The two types of plastic used made this sample was very springy and curl inwards.
I also tried knitting with hemp rope. Rope, by nature, has a lot of friction in order to carry weights and maintain tension. It was very difficult to knit it because after 3 rows, the rope would be too stiff to manipulate.
I tried it once more, this time separating the rope into three strands and knitting using just one.
After this experimentation with knitting, I realise it’s an extremely versatile skill which can be applied to many different materials. It is not limited to wearables and clothing and can even be used as an interactive or smart fabric. I enjoy the calming, rhythmic movement of knitting and look forward to knitting a scarf for my loved ones this summer! 🙂
Devoré is a type of fibre etching technique use primarily on velvet. It creates decorative effects by removing the natural plant fibres from fabric blends. This process leaves behind only the semi-transparent synthetic fibres, creating contrasts between the two distinct integrated textures. Devoré, from the French verb dévorer, is an apt name for this technique as the fibre etch eats away the natural cellulose fibres.
Fibre etching can be achieved on a variety of materials such as fabric, paper and wood. Fibre-etched fabric is typically found in clothes, furniture covers, upholstery etc.
Lovely samples we saw in class:
More Devoré examples!
We experimented with Devoré using silk viscose velvet. It is very smooth with loose, fine fibres.
Fabric blend such as silk viscose velvet
Fibre etch remover gel
Silkscreen with design and Squeegee (optional)
Paintbrushes to paint on free hand designs
Print the design onto the fabric blend like we would do for a normal silkscreen print by adding the gel and running the squeegee with pressure over the surface.
(The velvet is a dark navy so the camera has trouble picking it up.)
Alternatively, paint on a design freehand.
Leave the fibre etch gel to dry. Once completely dry, iron the fabric till the painted areas become stiff and slightly burnt. Either wash or brush the lose fibres off to reveal the synthetic fibres underneath.
This double textured fabric is delicate and detailed. The scientific process by which the fibres are eliminated is also very interesting.
This week, we explored unconventional materials such as fabric of thread. It consists of a variety of threads, yarn, scrap fabric sewn together in a grid pattern to form a new one-of-a-kind fabric. The material is see-through and can be applied to many products such as scarves, clothing, containers etc. to create a unique aesthetic.
Threads, yarns, scrap fabrics, trimmings of your choice! (Can even include small flat objects)
Water soluble stabilizer
Acrylic spray (optional)
First we design our fabric of threads by arranging scrap yarn, ribbon or wool within the water soluble stabilizer. This particular fabric of thread includes yarn, acrylic fur, tiny pipe cleaners, ribbon and an assortment of coloured threads.
Fold the water soluble sheet in half, and pin the edges. This will help with the sewing process.
Sew long lines across the fabric from edge to edge, removing pins as we encounter them.
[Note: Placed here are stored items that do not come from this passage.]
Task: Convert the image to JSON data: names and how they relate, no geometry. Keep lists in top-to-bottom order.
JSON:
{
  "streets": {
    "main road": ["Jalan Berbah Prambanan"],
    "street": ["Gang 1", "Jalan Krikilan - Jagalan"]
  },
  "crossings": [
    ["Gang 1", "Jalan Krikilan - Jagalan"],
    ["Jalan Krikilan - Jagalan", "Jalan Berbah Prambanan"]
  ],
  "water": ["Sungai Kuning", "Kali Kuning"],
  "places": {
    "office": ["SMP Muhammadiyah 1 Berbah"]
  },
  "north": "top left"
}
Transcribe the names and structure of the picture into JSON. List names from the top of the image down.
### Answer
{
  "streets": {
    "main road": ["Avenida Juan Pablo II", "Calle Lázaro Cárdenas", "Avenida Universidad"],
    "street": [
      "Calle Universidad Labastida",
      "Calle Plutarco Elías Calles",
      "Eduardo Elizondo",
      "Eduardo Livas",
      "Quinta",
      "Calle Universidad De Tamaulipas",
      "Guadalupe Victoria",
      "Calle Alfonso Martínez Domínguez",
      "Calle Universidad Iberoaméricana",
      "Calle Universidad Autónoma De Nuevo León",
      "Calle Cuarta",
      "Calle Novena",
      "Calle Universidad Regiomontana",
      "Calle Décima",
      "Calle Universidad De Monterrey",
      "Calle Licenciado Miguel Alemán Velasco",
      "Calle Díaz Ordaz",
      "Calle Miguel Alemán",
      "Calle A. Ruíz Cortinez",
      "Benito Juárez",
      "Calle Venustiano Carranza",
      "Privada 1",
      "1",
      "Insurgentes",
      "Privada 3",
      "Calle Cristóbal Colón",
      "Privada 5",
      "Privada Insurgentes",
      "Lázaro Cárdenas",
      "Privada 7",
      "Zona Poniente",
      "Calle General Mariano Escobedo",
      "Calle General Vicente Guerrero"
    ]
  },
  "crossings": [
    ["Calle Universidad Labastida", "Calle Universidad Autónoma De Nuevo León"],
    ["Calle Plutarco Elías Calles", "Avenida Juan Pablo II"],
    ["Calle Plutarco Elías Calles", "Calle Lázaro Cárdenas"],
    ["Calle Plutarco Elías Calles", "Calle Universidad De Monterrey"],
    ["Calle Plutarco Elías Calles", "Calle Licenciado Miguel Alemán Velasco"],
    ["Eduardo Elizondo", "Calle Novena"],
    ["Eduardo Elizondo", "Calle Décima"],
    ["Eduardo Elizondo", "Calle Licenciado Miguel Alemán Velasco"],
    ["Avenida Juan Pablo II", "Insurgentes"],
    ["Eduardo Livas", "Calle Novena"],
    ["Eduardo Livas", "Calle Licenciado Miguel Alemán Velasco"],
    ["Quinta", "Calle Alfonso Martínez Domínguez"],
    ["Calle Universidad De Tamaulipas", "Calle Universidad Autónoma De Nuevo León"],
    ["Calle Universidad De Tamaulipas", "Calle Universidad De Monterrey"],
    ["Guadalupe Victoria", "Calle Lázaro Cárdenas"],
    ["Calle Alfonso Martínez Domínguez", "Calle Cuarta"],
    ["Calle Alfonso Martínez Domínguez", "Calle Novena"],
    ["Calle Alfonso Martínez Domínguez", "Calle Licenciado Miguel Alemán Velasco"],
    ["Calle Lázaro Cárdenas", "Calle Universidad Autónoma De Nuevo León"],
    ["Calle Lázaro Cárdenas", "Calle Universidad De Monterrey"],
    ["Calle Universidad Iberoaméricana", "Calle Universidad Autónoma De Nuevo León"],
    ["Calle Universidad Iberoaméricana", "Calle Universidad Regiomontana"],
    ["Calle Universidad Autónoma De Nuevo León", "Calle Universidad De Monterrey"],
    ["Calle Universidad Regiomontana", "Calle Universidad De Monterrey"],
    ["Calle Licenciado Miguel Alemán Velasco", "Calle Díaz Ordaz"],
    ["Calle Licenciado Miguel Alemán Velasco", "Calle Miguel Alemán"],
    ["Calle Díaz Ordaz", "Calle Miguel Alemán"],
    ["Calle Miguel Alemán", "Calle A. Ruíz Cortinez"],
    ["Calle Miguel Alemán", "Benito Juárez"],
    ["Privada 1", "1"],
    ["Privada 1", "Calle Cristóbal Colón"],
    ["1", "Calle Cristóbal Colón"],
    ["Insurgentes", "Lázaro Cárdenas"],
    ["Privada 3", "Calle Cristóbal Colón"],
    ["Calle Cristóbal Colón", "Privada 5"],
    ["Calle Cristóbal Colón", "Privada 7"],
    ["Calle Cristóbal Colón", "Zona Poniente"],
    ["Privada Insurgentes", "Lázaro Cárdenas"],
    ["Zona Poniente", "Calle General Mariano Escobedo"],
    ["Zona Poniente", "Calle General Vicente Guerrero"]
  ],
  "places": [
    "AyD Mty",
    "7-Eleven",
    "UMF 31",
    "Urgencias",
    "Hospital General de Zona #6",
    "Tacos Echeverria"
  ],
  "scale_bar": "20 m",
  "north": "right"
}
To change directions of sewing when we reach the edge of the sheet, we can either pivot at a right angle or reverse at a point.
When all the horizontal rows are completed, form a grid by repeating rows vertically. This will help keep the threads in place once the water soluble material is washed off. I used 2 different thread colours to sew (grey ochre on one side, and white on the other).
Next comes the exciting reveal! Rinse the fabric with water and watch the water soluble sheet dissolve. Rinse thoroughly for a softer fabric or for wearable products. Rinsing less rigorously will create a stiffer fabric which can be moulded to different shapes using an acrylic spray.
The final result is a one-of-a-kind fabric! I like how the possibilities are endless with fabric of thread. It is very customisable and the variety of materials creates an interesting, weaved semi-opaque textile.
This week we visited Touch & Print at Waterloo Centre and learned about transfer printing techniques and their applications.
Leon explained the pros and cons of various techniques, such as how screen printing is used for mass production, where despite the long setup process, each reprint is fast and inexpensive. He also illustrated the different printing techniques, how they can achieve different effects on a variety of materials such as fabric, wood and metal.
He showed how printing on white often left a film border around the image, and how laser cutting could eliminated the border to create a more seamless result.
Previously, I never really considered how printing techniques affected the overall quality of product, e.g. the film border of an image or how thick and stiff the printed portion became. The care and thought that go into these printing techniques made me consider these differences in quality between a cheap T-shirt and one made using more suitable printing techniques.
He also gave live demonstrations and explained how printing white on dark backgrounds required further steps such as the use of white toner.
The alternative uses of printing techniques was very interesting and I never knew it could be applied together with etching to create interactive components such as custom circuit boards!
This week, we learnt to print with thermochromic inks!
Developed in the 1970s, thermochromic inks have numerous applications and can be found in everyday items, art and design:
Silkscreen and squeegee
Light-coloured fabric to print on (A different type of ink is needed to print on dark fabrics)
Thermochromic pigment (powder form)
Acrylic medium and paint (optional)
Heat source e.g. hair dryer or iron
Mix the thermochromic pigment with the medium. Caution: wear masks while doing this as inhaling the fine powder can be harmful!
Mix well to achieve a paint-like consistency.
The printing process is similar to the basic silkscreen printing process. Put some ink along the top of the silk screen.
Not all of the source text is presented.